Thanks. But I am still struggling with the API. :(

Is the introduction of always_coherent flag in the context of DG1 required even? AFAICT for lmem objects the flag is ignored so no?

If we drop the flag/helper thing, then we need something like:

type = WB; if (i915_gem_object_is_lmem(obj)) type = WC;

vaddr = i915_gem_object_pin_map(obj, type);

In all the places where we currently do:

vaddr = i915_gem_object_pin_map(obj, WB);

Where obj can be lmem, so ctx, ring, guc etc. Is that better or worse? The existing i915_coherent_map_type() callers should work as-is, since DG1 is snooped. And this patch just extends that to cover all cases.

Perhaps we need a new helper instead? Maybe you have a better idea?

Not yet.
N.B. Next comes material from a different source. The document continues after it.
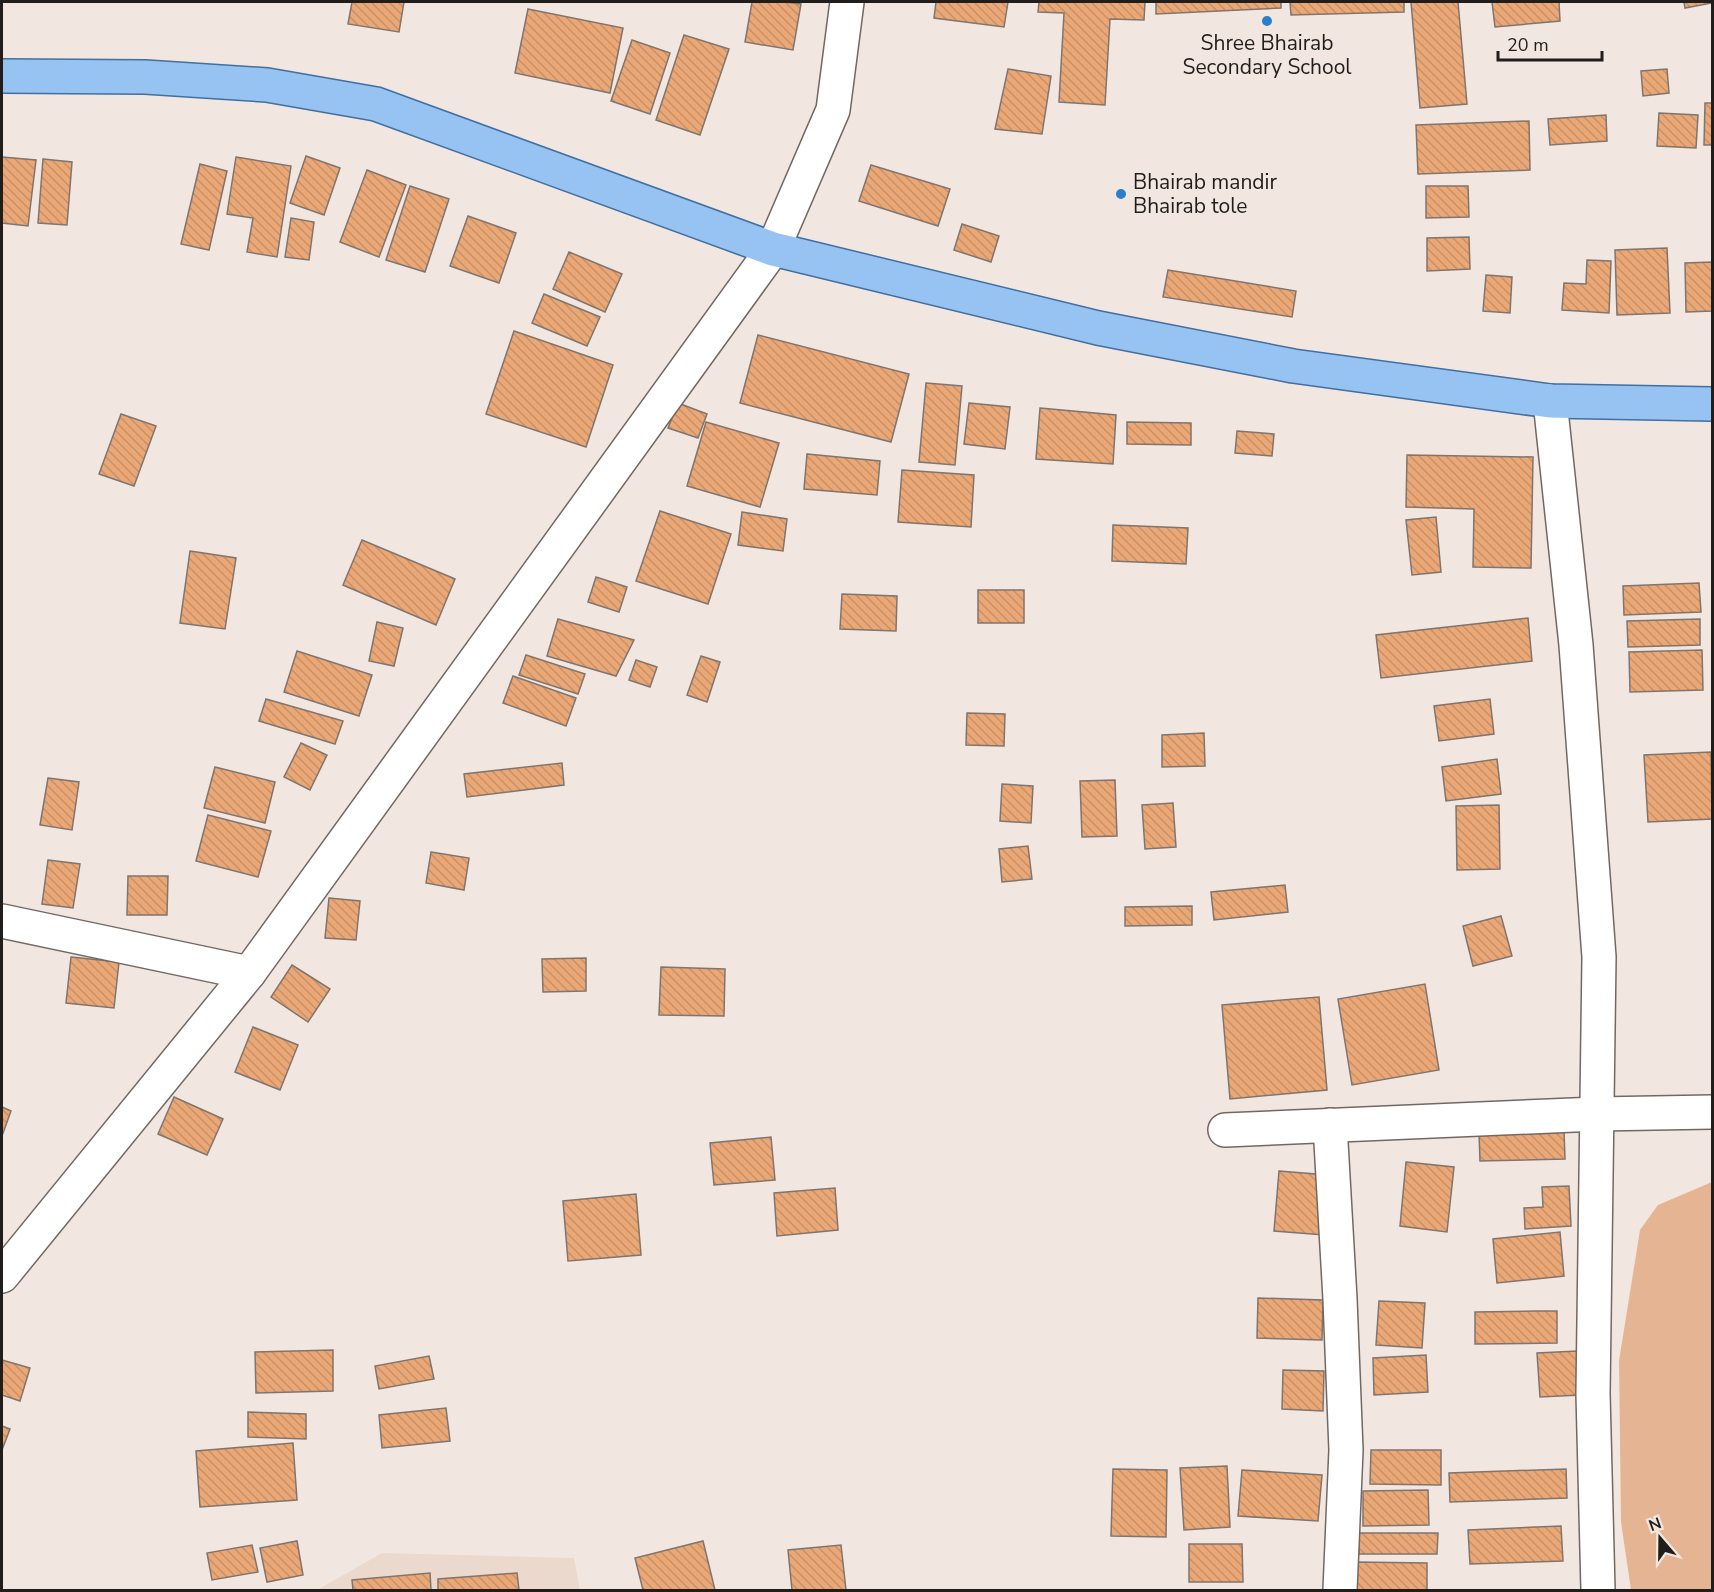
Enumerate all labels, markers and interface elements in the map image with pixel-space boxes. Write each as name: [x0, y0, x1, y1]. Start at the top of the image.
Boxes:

Would it make sense to put something in kerneldoc about when callers might choose always_coherent true vs false? In terms of expected usage (frequency, simplicity?) and any rules with regards when callers need to worry about flushing/ordering when there are mixed read and writes?

Hmmm, looking at this again, maybe for now we should just go with:

type = WB; if (i915_gem_object_is_lmem(obj)) type = WC;

vaddr = i915_gem_object_pin_map(obj, type)

Which is way less confusing, plus there are only a handful of places where we need this, so doesn't seem too bad?

Alternatively, we could wrap that in something like:

/* Returns WB for system memory, or WC for local memory */ void *i915_gem_object_pin_map_default(obj);

Thoughts?

I went and looked at the use sites to try and figure it out.

First thing, the bool always_coherent story is only relevant when we decide to place some object in system memory. Otherwise mapping is always WC so I guess our code needs to handle it anyway. Well, if the assumption is that we can change the location of the objects and it all just keeps working? Or that is not the goal?

I guess your concern is that mapping as WC has different semantics, and that might somehow break the caller?

...
Let see about the users (ignoring selftests):

lrc_reg_state and ring; always_coherent=false

Update frequency medium and mostly write from the CPU side.

They say always_coherent=false - which means they have to handle being given a WC mapping anyway.

What is the benefit of ever selecting WB here?

Engine status page; always_coherent=true

Frequently read and written from the CPU and GPU so cost of snooping is therefore fine? Apart from having to be ready to deal with WC anyway.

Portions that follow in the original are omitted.